CENSO NA CRACOLÂNDIA:
40% DOS USUÁRIOS NUNCA
PASSARAM POR MÉDICOS.
Levantamento inédito da
população da Cracolândia mostra que o número de dependentes sem acompanhamento
médico pode chegar a 283
Um censo inédito da
população da Cracolândia feito pelo programa estadual de combate ao crack, o
Recomeço, e obtido pelo jornal O Estado de S. Paulo revela que quase 40% dos
usuários nunca passaram por uma avaliação de saúde. Isso apesar de um terço
frequentar a região há mais de cinco anos e de Estado e Prefeitura terem ações
voltadas ao tratamento dessa população há pelo menos dez anos. O número de
dependentes sem acompanhamento médico pode chegar a 283, tendo em vista a média
das contagens de pessoas no fluxo obtida pelo estudo: 709.
“Estou no fluxo há 29
anos”, conta Adailton Ferreira de Souza, de 45 anos, possivelmente um dos
frequentadores mais antigos da Cracolândia da Luz. Ele passa o dia sobre um
cobertor na Alameda Cleveland, ao lado da mulher, Otaviana Moreira Campos, de
46, grávida de 5 meses. “Nunca fui ao hospital, nunca fiz exame, nada. O
pessoal até chama, mas eu não sinto dor no corpo, dor de cabeça, nunca
desmaiei, nunca tive tontura. Não preciso, estou bem de saúde”, diz ele. A
mulher afirma só entrar nos postos de atendimento da região para “pegar água”.

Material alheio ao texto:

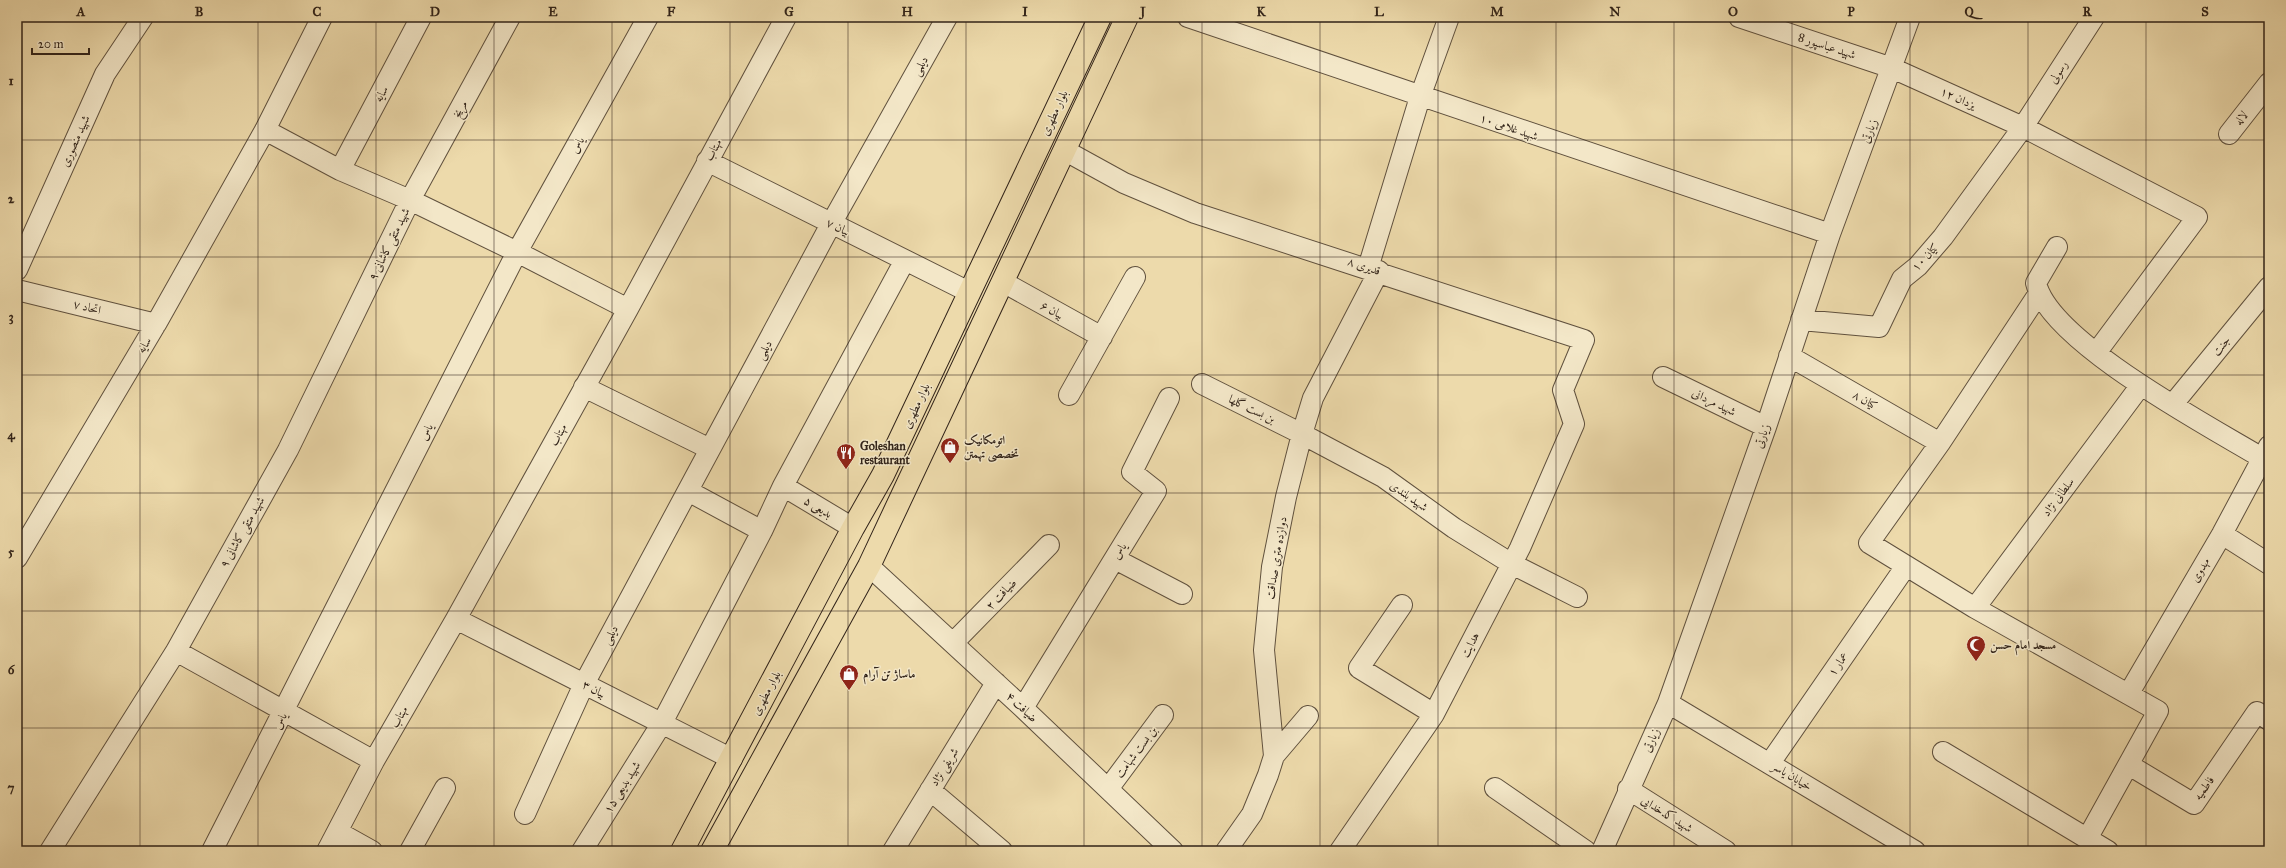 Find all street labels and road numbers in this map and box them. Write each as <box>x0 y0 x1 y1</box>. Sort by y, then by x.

“Nunca fui para o médico nem precisei fazer pré-natal. E olhe que eu tenho dez
filhos”, afirma Otaviana.
Coordenado pelo
psiquiatra Marcelo Ribeiro e pela psicóloga Clarice Madruga, ambos do Centro de
Referência de Álcool, Tabaco e Outras Drogas (Cratod), da Secretaria de Estado
da Saúde, o censo ouviu 107 pessoas entre e maio e junho do ano passado. O
resultado mostra também que 68% dos dependentes vivem nas ruas, 54% têm filhos
menores de idade, 69% estão à procura de ajuda e 31% já sofreram ao menos uma
overdose na vida.
“É a primeira vez que
se faz um levantamento sociodemográfico da Cracolândia. Saber o perfil das
pessoas que frequentam a área é essencial para operacionalizar melhor nossas
ações”, diz Ribeiro que é diretor do Cratod.
“A pesquisa mostra que
mais da metade (dos usuários), 56%, está disposta a largar o crack. É um índice
alto, que me surpreendeu. Temos de dar respostas a essas pessoas”, diz Clarice.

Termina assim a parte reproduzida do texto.